> [PROBLEM TO SOLVE]:
The lines below that include "小浜停車場線" are to be found and copied.

::::

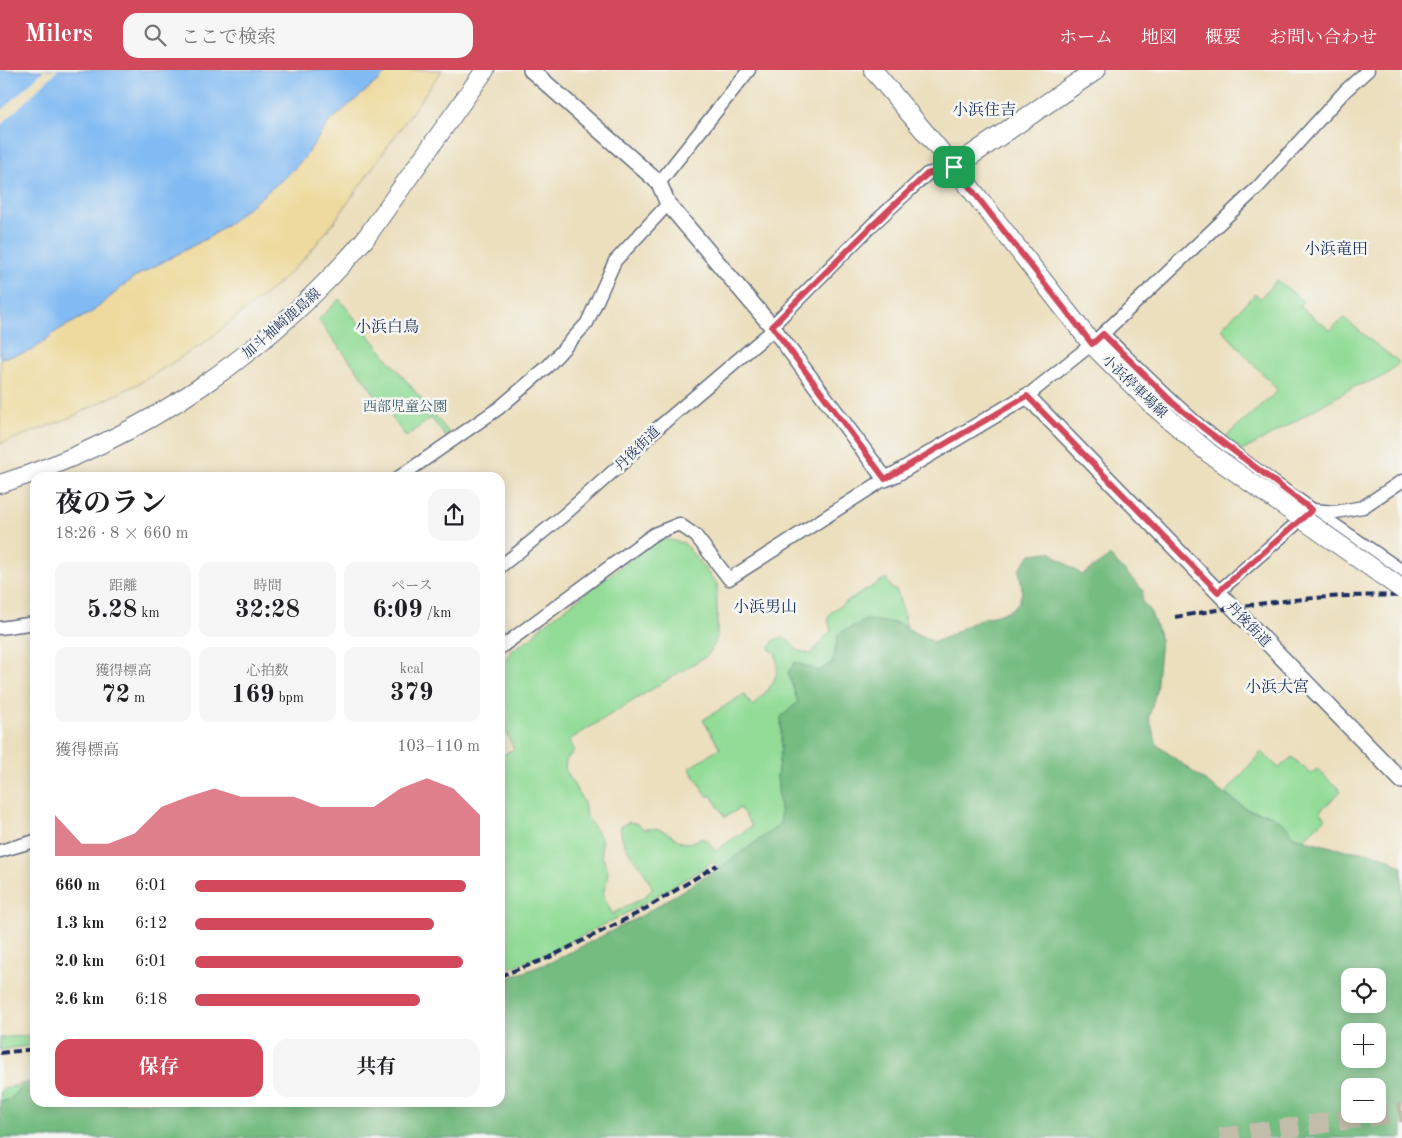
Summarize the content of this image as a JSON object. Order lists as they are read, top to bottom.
{
  "streets": {
    "main road": ["加斗袖崎鹿島線", "小浜停車場線"],
    "street": ["丹後街道"]
  },
  "crossings": [
    ["小浜停車場線", "丹後街道"]
  ],
  "districts": [
    "小浜住吉",
    "小浜竜田",
    "小浜白鳥",
    "小浜男山",
    "小浜大宮"
  ],
  "parks": ["西部児童公園"],
  "page": {
    "header": "Milers",
    "search": "ここで検索",
    "nav": [
      "ホーム",
      "地図",
      "概要",
      "お問い合わせ"
    ],
    "heading": ["夜のラン", "18:26 · 8 × 660 m"],
    "stats": [
      ["距離", "5.28 km"],
      ["時間", "32:28"],
      ["ペース", "6:09 /km"],
      ["獲得標高", "72 m"],
      ["心拍数", "169 bpm"],
      ["kcal", "379"]
    ],
    "chart": ["獲得標高", "103–110 m"],
    "list": [
      {
        "name": "660 m",
        "note": "6:01"
      },
      {
        "name": "1.3 km",
        "note": "6:12"
      },
      {
        "name": "2.0 km",
        "note": "6:01"
      },
      {
        "name": "2.6 km",
        "note": "6:18"
      }
    ],
    "map_buttons": ["+", "−"],
    "buttons": ["保存", "共有"]
  }
}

::::

> [COMPLETED TASK]:
    "main road": ["加斗袖崎鹿島線", "小浜停車場線"],
    ["小浜停車場線", "丹後街道"]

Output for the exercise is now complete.